# 1st scratch built tank (based on ww1 whippet tank)



## Llamafish (Mar 3, 2009)

my first attempt of scratch building, hope you enjoy. Going to be used as a macharius tank with my mates

idea from ww1 whippet tank


----------



## Khorne's Fist (Jul 18, 2008)

Very cool. +rep.


----------



## shaantitus (Aug 3, 2009)

For a first scratchbuild that is great. You will need to go mad with the rivets now though. They are the most time consuming part.

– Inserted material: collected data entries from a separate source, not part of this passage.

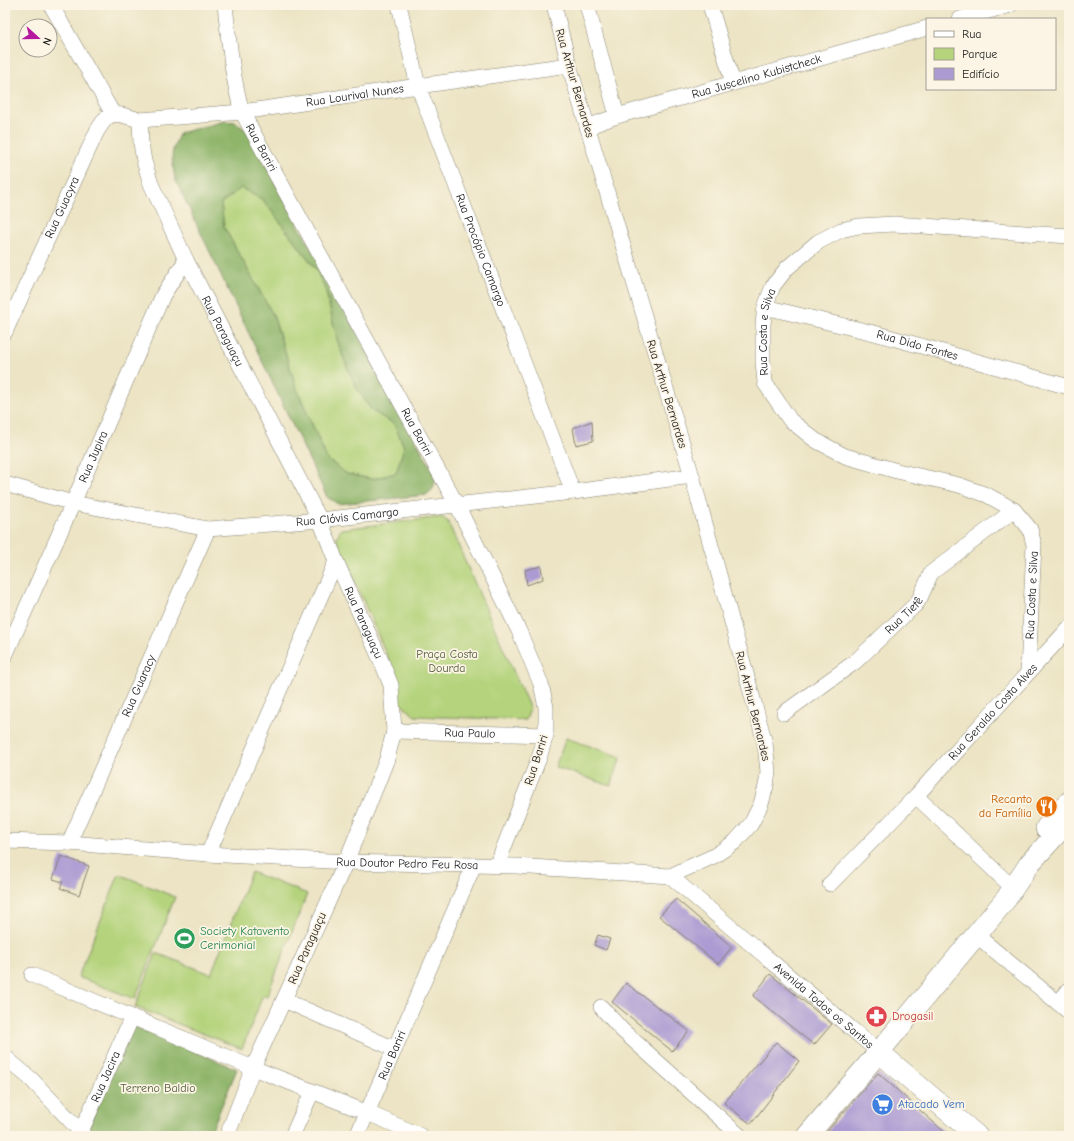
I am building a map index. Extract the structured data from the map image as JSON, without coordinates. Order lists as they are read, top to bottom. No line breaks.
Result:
{"streets":{"street":["Rua Juscelino Kubistcheck","Rua Arthur Bernardes","Rua Lourival Nunes","Rua Bariri","Rua Guacyra","Rua Procópio Camargo","Rua Paraguaçu","Rua Costa e Silva","Rua Dido Fontes","Rua Jupira","Rua Clóvis Camargo","Rua Tietê","Rua Guaracy","Rua Geraldo Costa Alves","Rua Paulo","Rua Doutor Pedro Feu Rosa","Avenida Todos os Santos","Rua Jacira"]},"crossings":[["Rua Juscelino Kubistcheck","Rua Arthur Bernardes"],["Rua Arthur Bernardes","Rua Lourival Nunes"],["Rua Arthur Bernardes","Rua Clóvis Camargo"],["Rua Arthur Bernardes","Rua Doutor Pedro Feu Rosa"],["Rua Lourival Nunes","Rua Bariri"],["Rua Lourival Nunes","Rua Procópio Camargo"],["Rua Lourival Nunes","Rua Paraguaçu"],["Rua Bariri","Rua Clóvis Camargo"],["Rua Bariri","Rua Paulo"],["Rua Bariri","Rua Doutor Pedro Feu Rosa"],["Rua Procópio Camargo","Rua Clóvis Camargo"],["Rua Paraguaçu","Rua Jupira"],["Rua Paraguaçu","Rua Clóvis Camargo"],["Rua Paraguaçu","Rua Paulo"],["Rua Paraguaçu","Rua Doutor Pedro Feu Rosa"],["Rua Costa e Silva","Rua Dido Fontes"],["Rua Costa e Silva","Rua Tietê"],["Rua Costa e Silva","Rua Geraldo Costa Alves"],["Rua Jupira","Rua Clóvis Camargo"],["Rua Clóvis Camargo","Rua Guaracy"],["Rua Guaracy","Rua Doutor Pedro Feu Rosa"],["Rua Doutor Pedro Feu Rosa","Avenida Todos os Santos"]],"parks":["Praça Costa Dourda","Terreno Baldio"],"places":{"restaurant":["Recanto da Família"],"sports":["Society Katavento Cerimonial"],"pharmacy":["Drogasil"],"supermarket":["Atacado Vem"]},"legend":["Rua","Parque","Edifício"],"north":"right"}
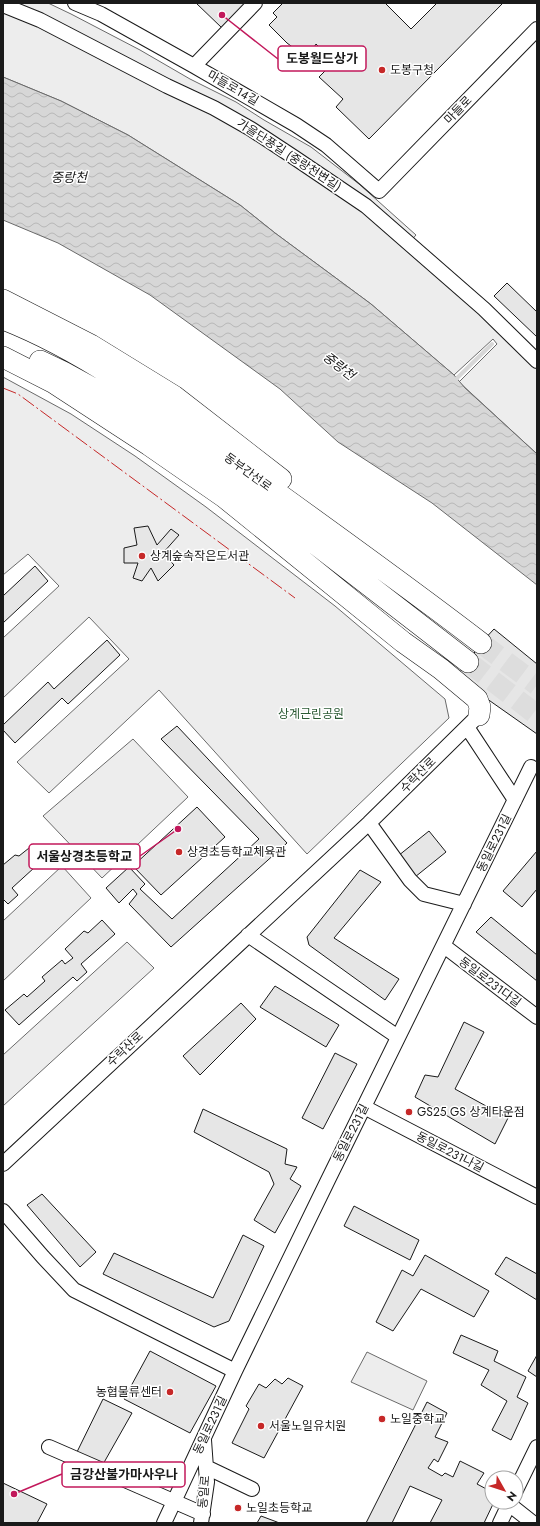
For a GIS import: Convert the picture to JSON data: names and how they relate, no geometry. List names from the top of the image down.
{
  "streets": {
    "highway": ["동부간선로"],
    "street": [
      "마들로14길",
      "마들로",
      "가을단풍길 (중랑천변길)",
      "수락산로",
      "동일로231길",
      "동일로231다길",
      "동일로231나길",
      "동일로"
    ]
  },
  "crossings": [
    ["마들로14길", "마들로"],
    ["동일로231길", "동일로231다길"],
    ["동일로231길", "동일로231나길"],
    ["동일로231길", "동일로"]
  ],
  "water": ["중랑천"],
  "parks": ["상계근린공원"],
  "places": [
    "도봉월드상가",
    "도봉구청",
    "상계숲속작은도서관",
    "서울상경초등학교",
    "상경초등학교체육관",
    "GS25 GS 상계타운점",
    "농협물류센터",
    "노일중학교",
    "서울노일유치원",
    "금강산불가마사우나",
    "노일초등학교"
  ],
  "north": "bottom right"
}
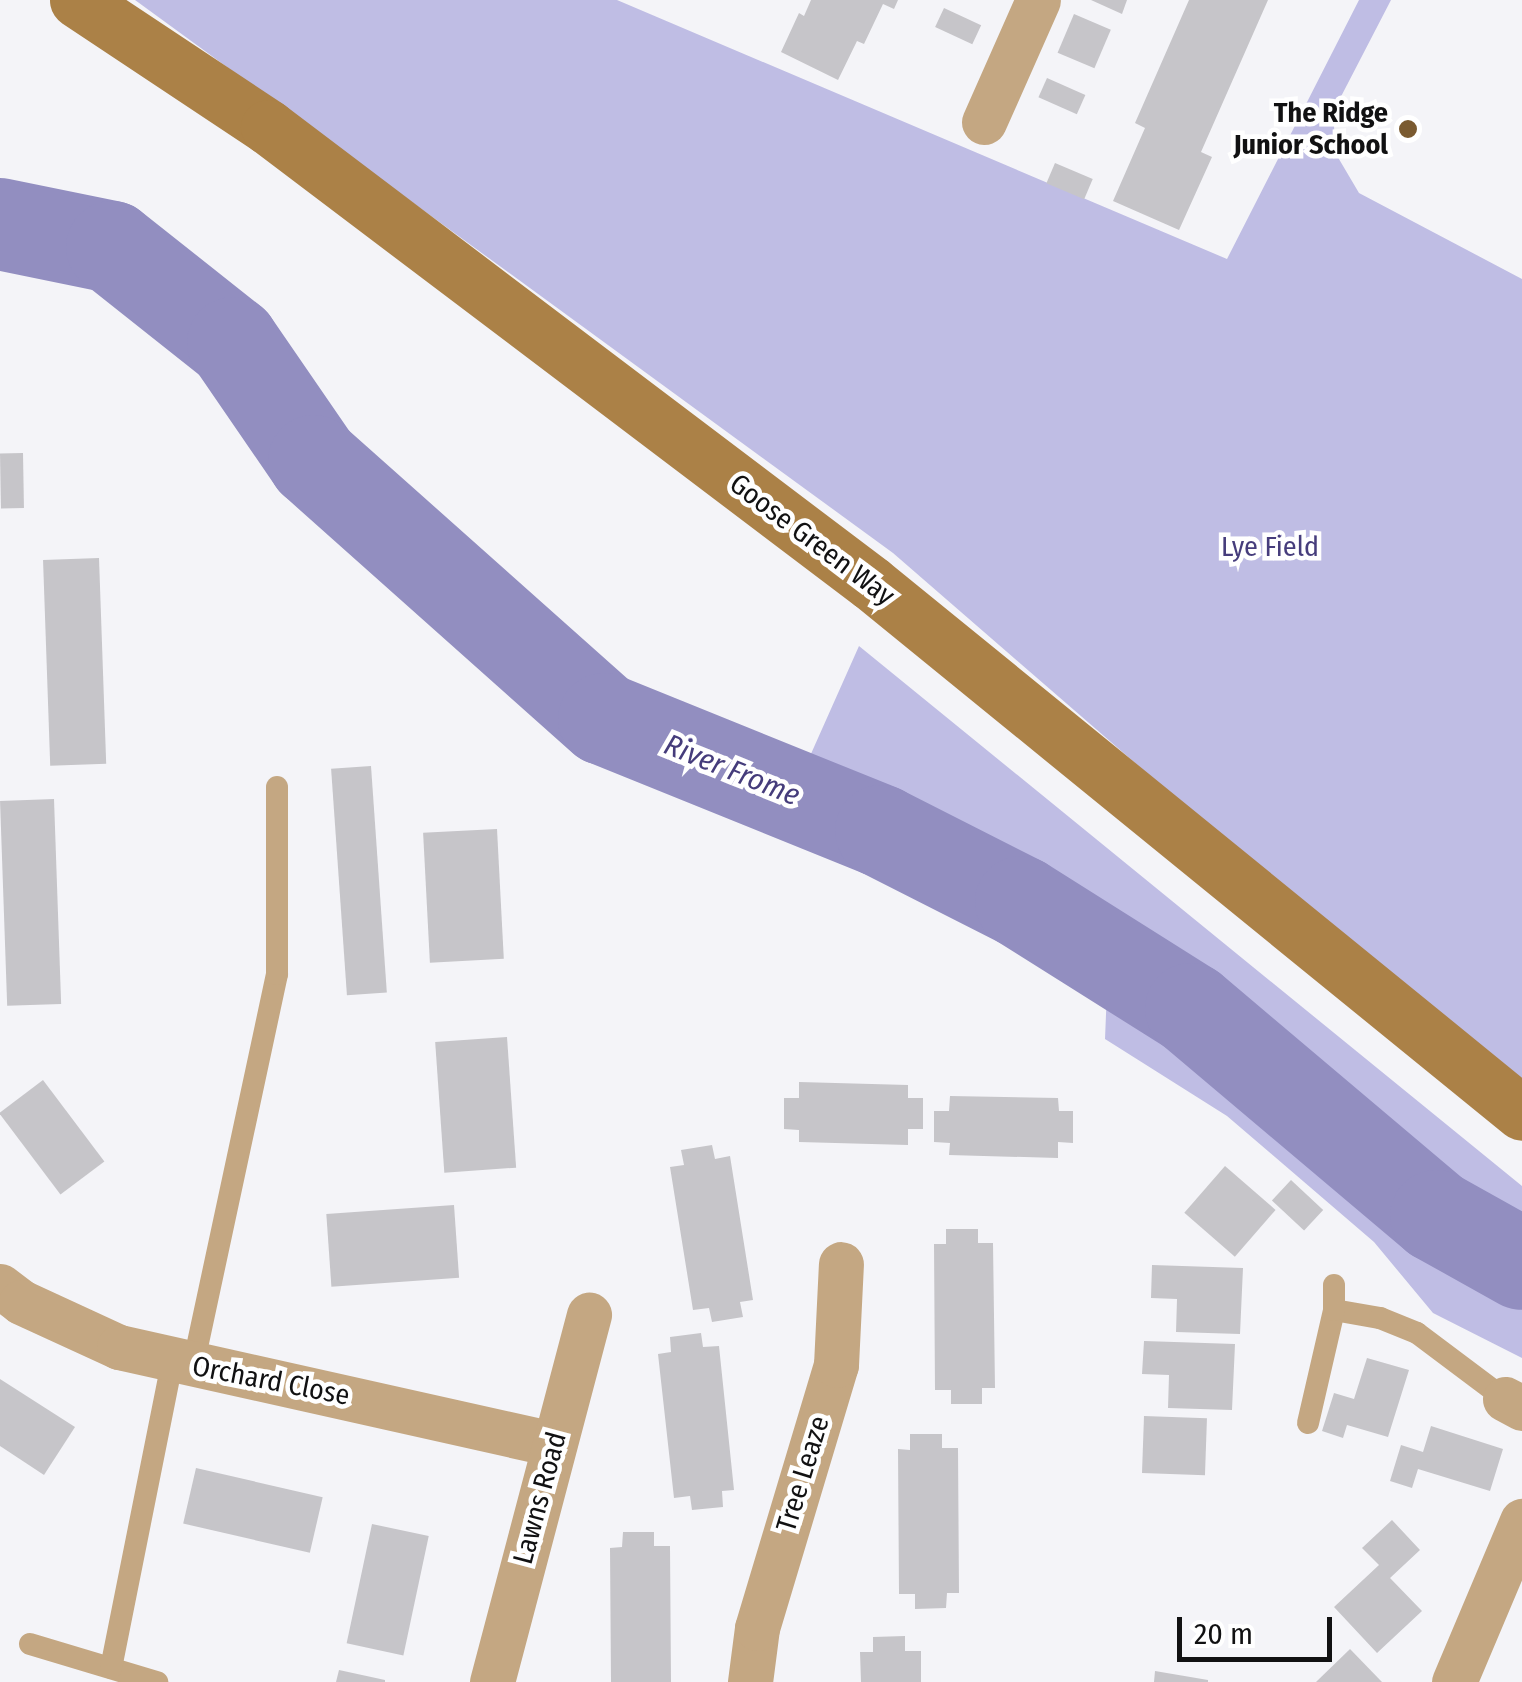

Rep


----------



## Llamafish (Mar 3, 2009)

was thinking avoiding rivets, but your the second person to suggest it, going to follow this method of rivets http://santacruzwarhammer.blogspot.com/2008/05/how-to-make-rivets-different-way.html


----------



## bitsandkits (Mar 18, 2008)

you could do that, but a far more time effective way and give you better uniformity is to buy this and cut it up and glue it on your model,each rod is about 10inches long so works out at about 250 rivets (25 per inch average) no bad for 40p

http://www.bitsandkits.co.uk/shop/a....0MM.html?shop_param=cid=313&aid=MR40(90855)&

we do different diameters too so you can have different sized rivets if you wanted!


----------



## Llamafish (Mar 3, 2009)

ah that a better idea again!


----------